» Collected material
- - - - - - -

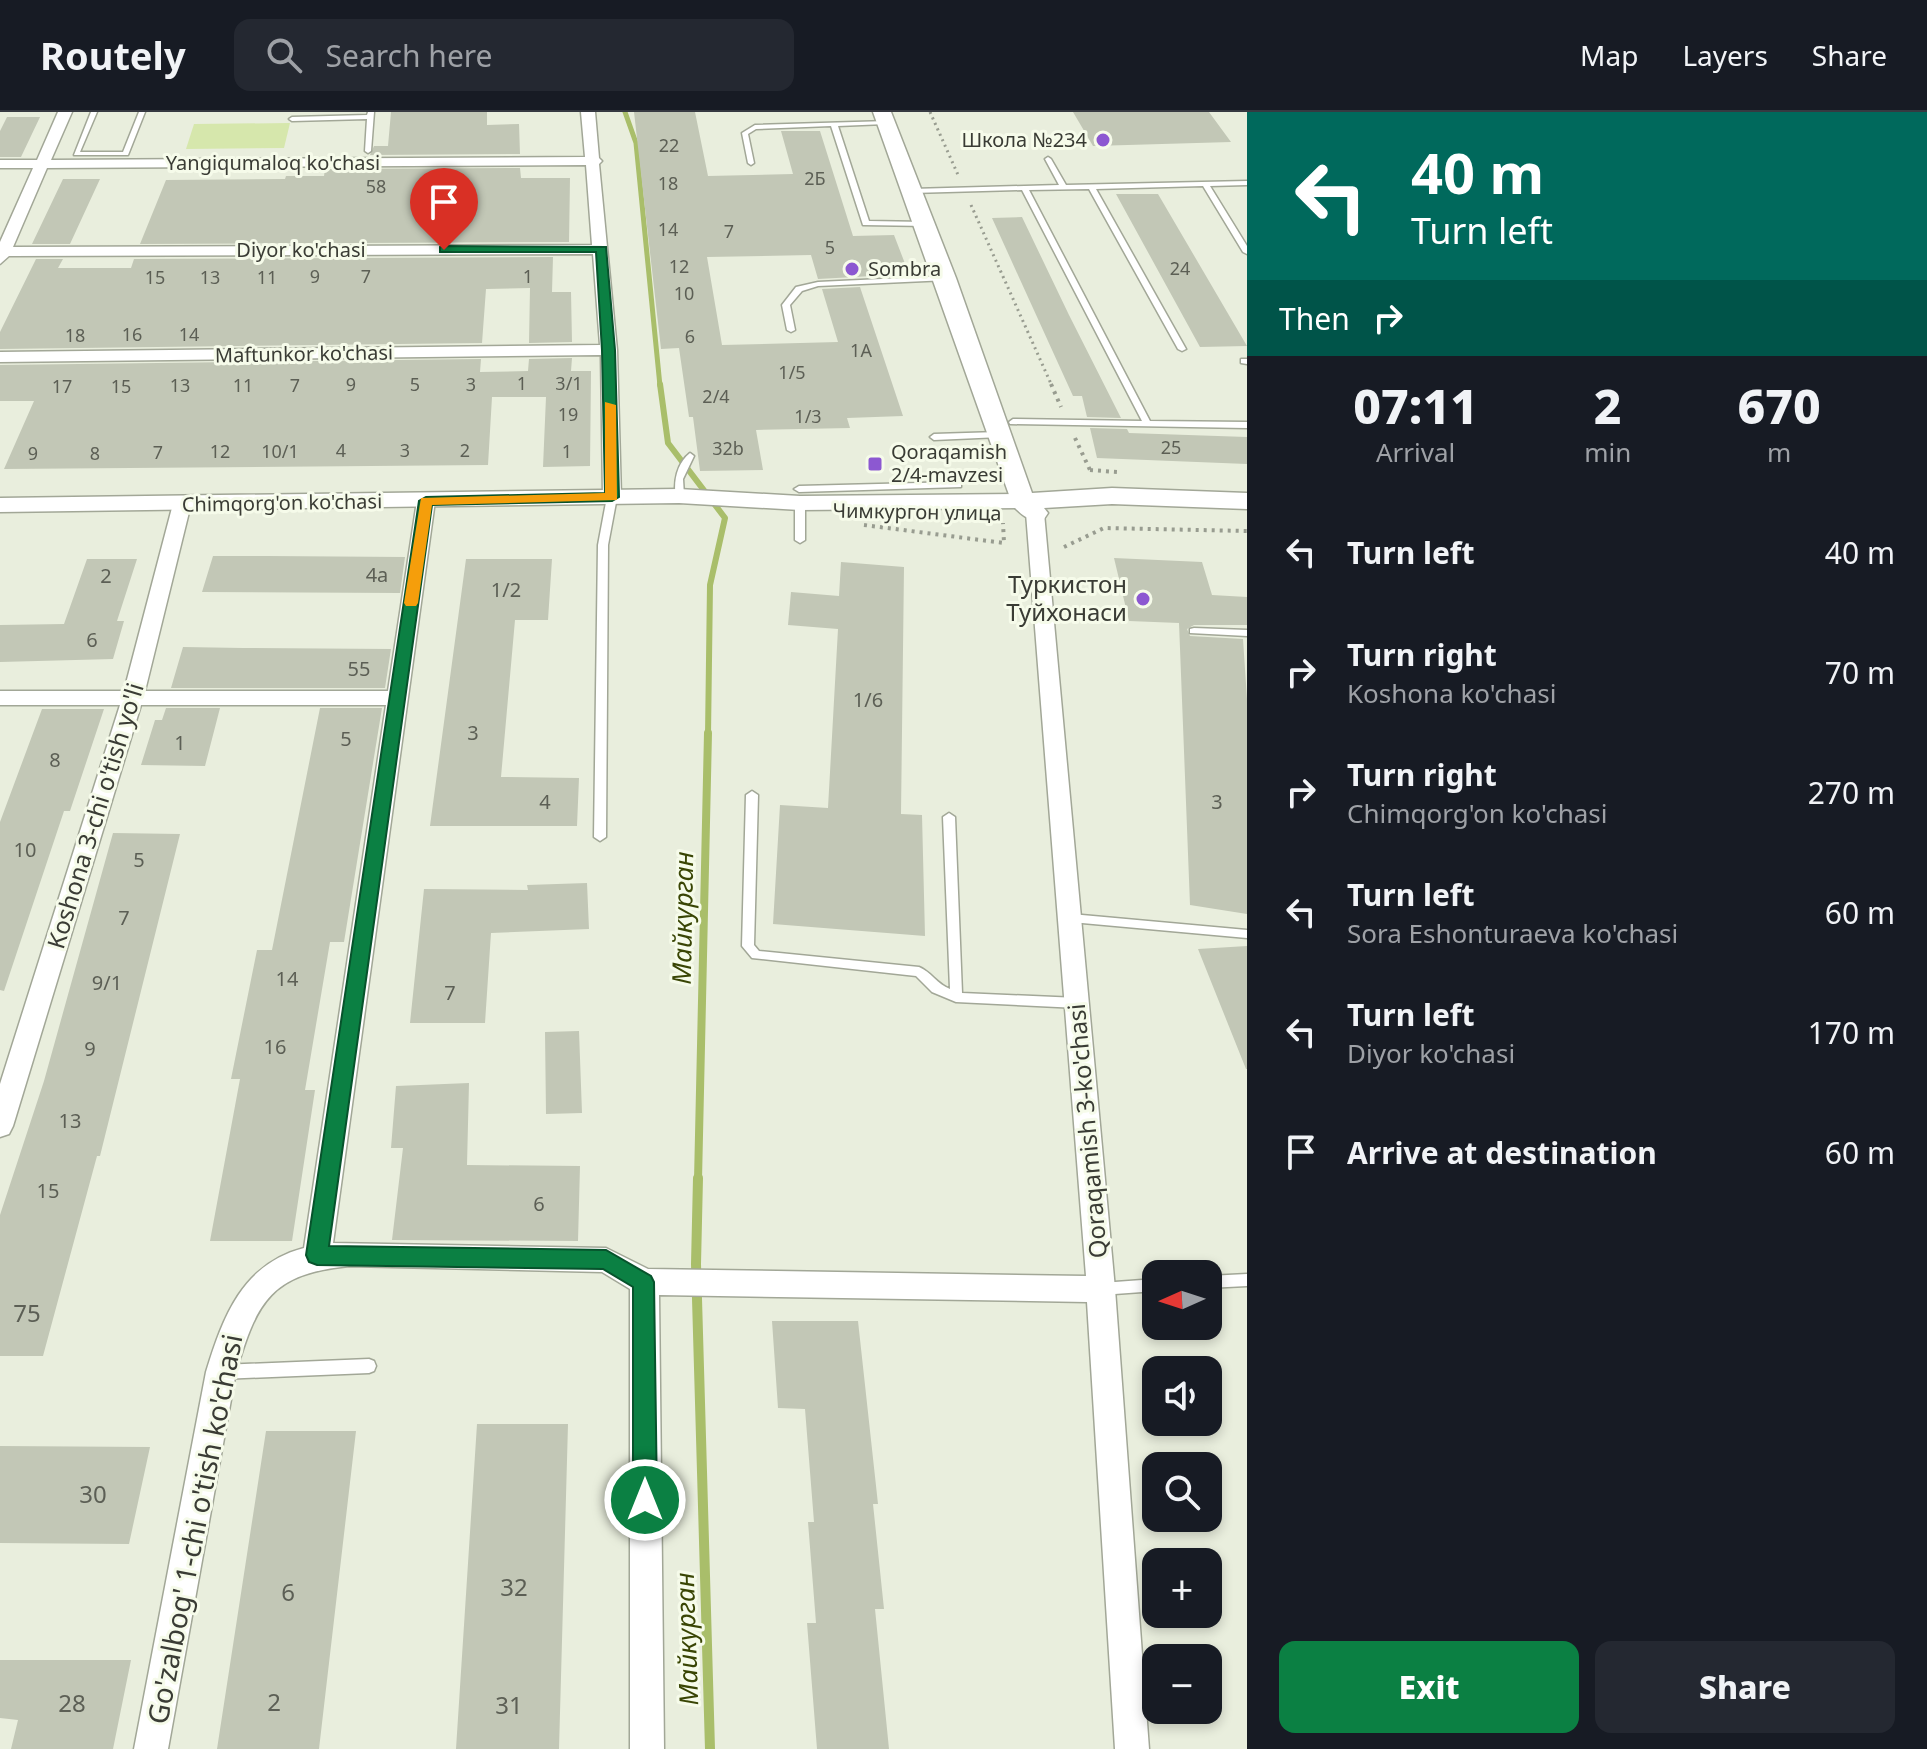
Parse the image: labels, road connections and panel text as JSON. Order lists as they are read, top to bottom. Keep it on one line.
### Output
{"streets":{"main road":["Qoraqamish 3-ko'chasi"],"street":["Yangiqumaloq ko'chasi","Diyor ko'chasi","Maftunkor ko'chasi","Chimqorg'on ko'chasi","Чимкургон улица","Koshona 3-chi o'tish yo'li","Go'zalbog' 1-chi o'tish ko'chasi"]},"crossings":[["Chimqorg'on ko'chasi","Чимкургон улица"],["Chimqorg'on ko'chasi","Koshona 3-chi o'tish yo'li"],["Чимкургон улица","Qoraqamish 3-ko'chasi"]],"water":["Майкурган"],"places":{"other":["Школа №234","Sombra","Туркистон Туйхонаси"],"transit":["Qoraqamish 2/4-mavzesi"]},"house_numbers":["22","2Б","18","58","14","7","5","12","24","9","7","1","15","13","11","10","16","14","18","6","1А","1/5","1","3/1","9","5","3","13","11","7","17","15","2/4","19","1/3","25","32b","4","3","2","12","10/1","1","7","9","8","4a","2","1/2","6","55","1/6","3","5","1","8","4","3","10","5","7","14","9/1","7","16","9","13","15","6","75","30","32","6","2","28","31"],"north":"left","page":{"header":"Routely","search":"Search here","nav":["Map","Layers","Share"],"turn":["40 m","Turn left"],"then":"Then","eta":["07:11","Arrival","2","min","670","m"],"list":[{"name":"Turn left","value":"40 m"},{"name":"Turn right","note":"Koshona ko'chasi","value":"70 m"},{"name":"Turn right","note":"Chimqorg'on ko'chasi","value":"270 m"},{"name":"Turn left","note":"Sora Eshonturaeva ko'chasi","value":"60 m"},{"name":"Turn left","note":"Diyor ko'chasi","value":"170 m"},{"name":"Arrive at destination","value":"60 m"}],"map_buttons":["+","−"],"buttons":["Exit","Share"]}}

- - - - - - -

Leave out the pictures and give the listing above again exactly.

» Expected output
Parse the image: labels, road connections and panel text as JSON. Order lists as they are read, top to bottom. Keep it on one line.
### Output
{"streets":{"main road":["Qoraqamish 3-ko'chasi"],"street":["Yangiqumaloq ko'chasi","Diyor ko'chasi","Maftunkor ko'chasi","Chimqorg'on ko'chasi","Чимкургон улица","Koshona 3-chi o'tish yo'li","Go'zalbog' 1-chi o'tish ko'chasi"]},"crossings":[["Chimqorg'on ko'chasi","Чимкургон улица"],["Chimqorg'on ko'chasi","Koshona 3-chi o'tish yo'li"],["Чимкургон улица","Qoraqamish 3-ko'chasi"]],"water":["Майкурган"],"places":{"other":["Школа №234","Sombra","Туркистон Туйхонаси"],"transit":["Qoraqamish 2/4-mavzesi"]},"house_numbers":["22","2Б","18","58","14","7","5","12","24","9","7","1","15","13","11","10","16","14","18","6","1А","1/5","1","3/1","9","5","3","13","11","7","17","15","2/4","19","1/3","25","32b","4","3","2","12","10/1","1","7","9","8","4a","2","1/2","6","55","1/6","3","5","1","8","4","3","10","5","7","14","9/1","7","16","9","13","15","6","75","30","32","6","2","28","31"],"north":"left","page":{"header":"Routely","search":"Search here","nav":["Map","Layers","Share"],"turn":["40 m","Turn left"],"then":"Then","eta":["07:11","Arrival","2","min","670","m"],"list":[{"name":"Turn left","value":"40 m"},{"name":"Turn right","note":"Koshona ko'chasi","value":"70 m"},{"name":"Turn right","note":"Chimqorg'on ko'chasi","value":"270 m"},{"name":"Turn left","note":"Sora Eshonturaeva ko'chasi","value":"60 m"},{"name":"Turn left","note":"Diyor ko'chasi","value":"170 m"},{"name":"Arrive at destination","value":"60 m"}],"map_buttons":["+","−"],"buttons":["Exit","Share"]}}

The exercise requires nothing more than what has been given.